Let M be a unital R-module with $S\subseteq M$ a generating set, that is =M, then there exists a free R module F such that with basis B such that:
- |S|=|B| and
- $\exists \phi \in Hom_R(F,M)$ such that $\phi$ is onto
My idea so far has been to simply take B to be equal to S and define $\phi$ by the R module homomorphism created by extending the identity map on S to F, so by $\phi :F \rightarrow M$ is an homomorphism and it’s onto since S generates M Then if you let N be and R module and $\psi :B \rightarrow N$ be any set map. Then we want to show F is free, so we want to show there exists a singular R module homomorphism $\phi$ from F to N that extends $\psi$. Let $\phi(s)=\psi(s)$ for any $s \in S$. Then $\phi(rs)=r\phi (s)=r \psi (s)$ so $\phi$ extends $\psi$ for and $s \in S, r\in R$. Since any such homomorphism must agree with $\psi$ on S, which determines $\phi$ uniquely, it’s the unique R module homomorphism that extends $\psi$, So |B|=|S| and F is a free module with onto homomorphism from F to M
I think you can use a different characterization of free $R$-modules. While the universal property is certainly nice, an equivalent (assuming $R$ has an identity and all modules are unitary) definition for an $R$-module $F$ to be free is that $F$ must have a basis.
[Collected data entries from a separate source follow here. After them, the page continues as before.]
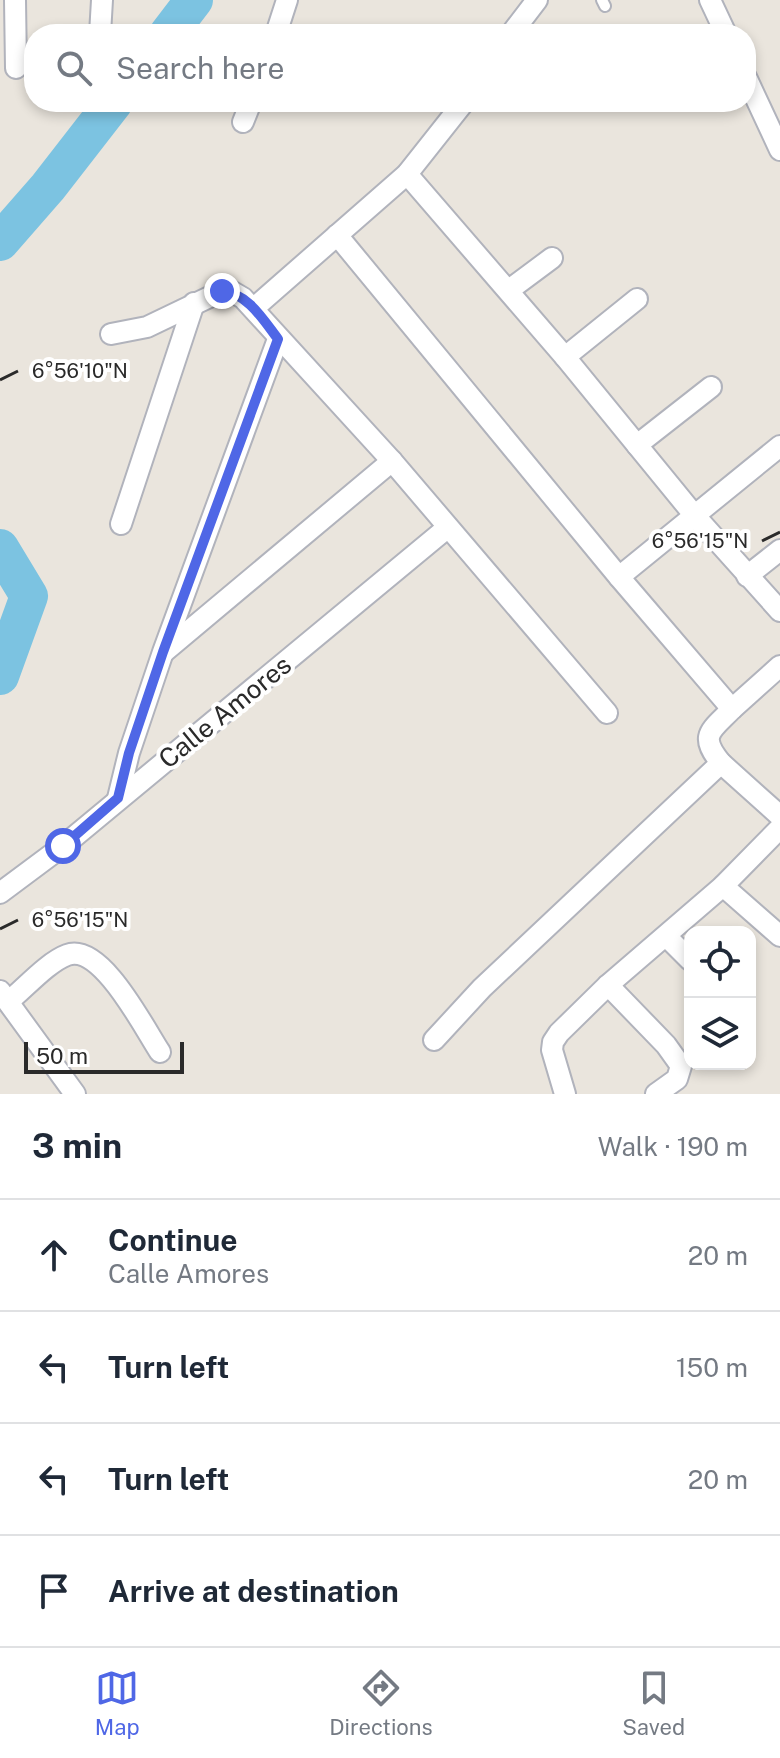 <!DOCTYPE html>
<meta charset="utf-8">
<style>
body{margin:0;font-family:"Public Sans",sans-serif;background:#f6f6f7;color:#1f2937}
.controls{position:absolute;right:24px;bottom:24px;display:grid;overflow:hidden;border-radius:16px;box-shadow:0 4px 12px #0003}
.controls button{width:72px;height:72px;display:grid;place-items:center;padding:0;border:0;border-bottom:2px solid #e0e1e3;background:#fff;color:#1f2937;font:40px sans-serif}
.scale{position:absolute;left:24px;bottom:20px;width:160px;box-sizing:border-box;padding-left:8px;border:4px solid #2a2a2a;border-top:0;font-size:22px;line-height:28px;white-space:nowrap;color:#2a2a2a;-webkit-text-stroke:6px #fff;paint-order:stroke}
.stop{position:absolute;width:24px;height:24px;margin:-18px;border:6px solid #4f67e6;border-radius:50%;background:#fff}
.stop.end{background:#4f67e6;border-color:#fff;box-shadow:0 2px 8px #0008}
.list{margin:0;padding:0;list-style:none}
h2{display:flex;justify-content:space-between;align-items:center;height:104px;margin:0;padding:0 32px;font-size:34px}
h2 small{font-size:26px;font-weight:400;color:#747a83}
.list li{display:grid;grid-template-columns:52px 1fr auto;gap:24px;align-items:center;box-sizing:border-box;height:112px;padding:0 32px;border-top:2px solid #e0e1e3}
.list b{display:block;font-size:30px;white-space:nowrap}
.list p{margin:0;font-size:26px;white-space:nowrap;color:#747a83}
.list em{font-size:26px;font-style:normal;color:#747a83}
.icon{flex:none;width:44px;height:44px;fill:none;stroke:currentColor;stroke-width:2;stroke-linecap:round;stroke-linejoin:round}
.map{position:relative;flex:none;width:780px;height:1094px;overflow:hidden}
.search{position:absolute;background:#fff;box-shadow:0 4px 12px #0003;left:24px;right:24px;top:24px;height:88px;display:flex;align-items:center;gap:20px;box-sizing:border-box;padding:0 28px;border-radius:32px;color:#747a83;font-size:30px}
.sheet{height:552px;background:#fff}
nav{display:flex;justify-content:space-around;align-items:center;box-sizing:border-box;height:112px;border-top:2px solid #e0e1e3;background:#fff;font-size:22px;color:#747a83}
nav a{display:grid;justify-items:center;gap:4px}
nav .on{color:#4f67e6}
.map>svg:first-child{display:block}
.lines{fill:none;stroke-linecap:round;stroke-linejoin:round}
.river{stroke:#7cc3e1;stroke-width:38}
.service-casing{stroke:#b1b3bc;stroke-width:14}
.minor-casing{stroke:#b1b3bc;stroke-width:24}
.service{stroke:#fff;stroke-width:10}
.minor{stroke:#fff;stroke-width:20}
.route{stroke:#4f67e6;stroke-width:10}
.ticks{fill:none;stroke:#2a2a2a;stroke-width:3}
.labels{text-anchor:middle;stroke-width:8;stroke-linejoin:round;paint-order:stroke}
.street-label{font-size:26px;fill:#2a2a2a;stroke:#fff}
.ticks-label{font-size:20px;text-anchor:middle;fill:#2a2a2a;stroke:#fff;stroke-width:8;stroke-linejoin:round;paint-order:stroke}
</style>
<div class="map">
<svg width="780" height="1094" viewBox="0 0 780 1094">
<rect width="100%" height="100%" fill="#eae5dd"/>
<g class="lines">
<g class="river">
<path d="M168,34L194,0"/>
<path d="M0,242L48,187L114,102"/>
<path d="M0,548L29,596L0,676"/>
</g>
<defs>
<path id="service" d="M602,0L605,6"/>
<g id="minor">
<path d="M15,0L16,68"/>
<path d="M710,0L726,34"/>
<path d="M100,34L102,0"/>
<path d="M276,34L287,0"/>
<path d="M511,34L537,0"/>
<path d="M746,77L780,150"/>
<path d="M243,122L251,102"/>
<path d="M407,174L565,357L695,516L780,611"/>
<path d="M337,235L619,577L732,709L780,666"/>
<path d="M509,290L552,258"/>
<path d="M254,308L407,174L464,102"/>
<path d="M111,334L147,327L222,291H231L243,298L392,461L607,713"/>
<path d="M565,357L637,299"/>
<path d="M637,445L711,387"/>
<path d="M121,524L194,303"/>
<path d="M747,576L780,550"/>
<path d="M619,577L780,446"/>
<path d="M165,651L392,461"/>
<path d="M721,763L780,816"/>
<path d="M118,798L129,753L163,652L278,339"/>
<path d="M723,886L780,936"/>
<path d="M0,893L63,846L447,528"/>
<path d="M667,937L690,960"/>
<path d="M608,985L666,1045L681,1066L677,1079L656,1094"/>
<path d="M0,991L75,1094"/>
<path d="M9,1001C25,988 48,962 67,955C101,942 144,1028 160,1052"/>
<path d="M434,1040L482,988L721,763C698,735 711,731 732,709"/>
<path d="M565,1094L552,1050L553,1042L559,1033L608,985L723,886L780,828"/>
</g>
</defs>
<use href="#service" class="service-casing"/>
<use href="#minor" class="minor-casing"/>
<use href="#service" class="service"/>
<use href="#minor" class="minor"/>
</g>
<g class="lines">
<path class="route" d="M63,846L118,798L129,753L163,652L278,339C264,321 248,293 222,291"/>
</g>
<path class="ticks" d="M0,380L18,371M762,541L780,532M0,929L18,920"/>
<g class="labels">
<g class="street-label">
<text transform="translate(225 712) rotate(-39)" y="9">Calle Amores</text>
</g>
</g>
<g class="ticks-label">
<text x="80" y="378">6°56'10"N</text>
<text x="700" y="548">6°56'15"N</text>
<text x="80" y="927">6°56'15"N</text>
</g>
</svg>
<div class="controls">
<button><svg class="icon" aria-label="locate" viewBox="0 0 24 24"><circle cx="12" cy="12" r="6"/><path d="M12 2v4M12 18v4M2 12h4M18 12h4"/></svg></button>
<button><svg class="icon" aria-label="layers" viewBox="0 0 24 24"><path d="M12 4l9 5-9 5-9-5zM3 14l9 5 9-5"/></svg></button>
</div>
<div class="scale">50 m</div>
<div class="stop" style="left:63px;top:846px"></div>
<div class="stop end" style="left:222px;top:291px"></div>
<div class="search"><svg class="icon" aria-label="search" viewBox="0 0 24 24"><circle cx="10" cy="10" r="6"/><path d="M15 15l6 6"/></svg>Search here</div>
</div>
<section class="sheet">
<h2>3 min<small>Walk · 190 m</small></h2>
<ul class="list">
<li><svg class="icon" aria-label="ahead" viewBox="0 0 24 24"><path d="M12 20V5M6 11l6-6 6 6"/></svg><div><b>Continue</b><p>Calle Amores</p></div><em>20 m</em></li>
<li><svg class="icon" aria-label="left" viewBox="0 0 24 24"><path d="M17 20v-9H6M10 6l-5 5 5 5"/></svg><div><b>Turn left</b></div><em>150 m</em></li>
<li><svg class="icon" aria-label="left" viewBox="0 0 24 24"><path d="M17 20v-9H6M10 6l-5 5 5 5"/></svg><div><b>Turn left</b></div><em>20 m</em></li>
<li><svg class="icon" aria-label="arrive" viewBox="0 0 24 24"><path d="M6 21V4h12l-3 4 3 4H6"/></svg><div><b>Arrive at destination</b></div></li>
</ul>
</section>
<nav>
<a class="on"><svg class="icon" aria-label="map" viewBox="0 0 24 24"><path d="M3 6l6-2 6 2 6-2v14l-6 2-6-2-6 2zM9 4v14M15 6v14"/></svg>Map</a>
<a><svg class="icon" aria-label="directions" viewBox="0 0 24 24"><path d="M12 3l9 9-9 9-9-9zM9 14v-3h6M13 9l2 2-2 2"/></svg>Directions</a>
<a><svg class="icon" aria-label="saved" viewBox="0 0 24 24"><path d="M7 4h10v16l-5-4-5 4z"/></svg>Saved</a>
</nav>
With that in mind, let $$F= \sum\limits_{s\in S} R,$$ where the copies of $R$ are indexed by the set $S$. For each $s\in S$, let $\delta_s$ be the element $\{r_i\}\in F$ where $r_i=1$ if $i=s$ and $r_i =0$ otherwise. The set $\{\delta_s\}_{s\in S}$ is a basis $B$ for $F$, and by our construction, $|B|=|S|$.
For your map $\phi$, then, try extending a bijection from $B$ onto $S$ linearly.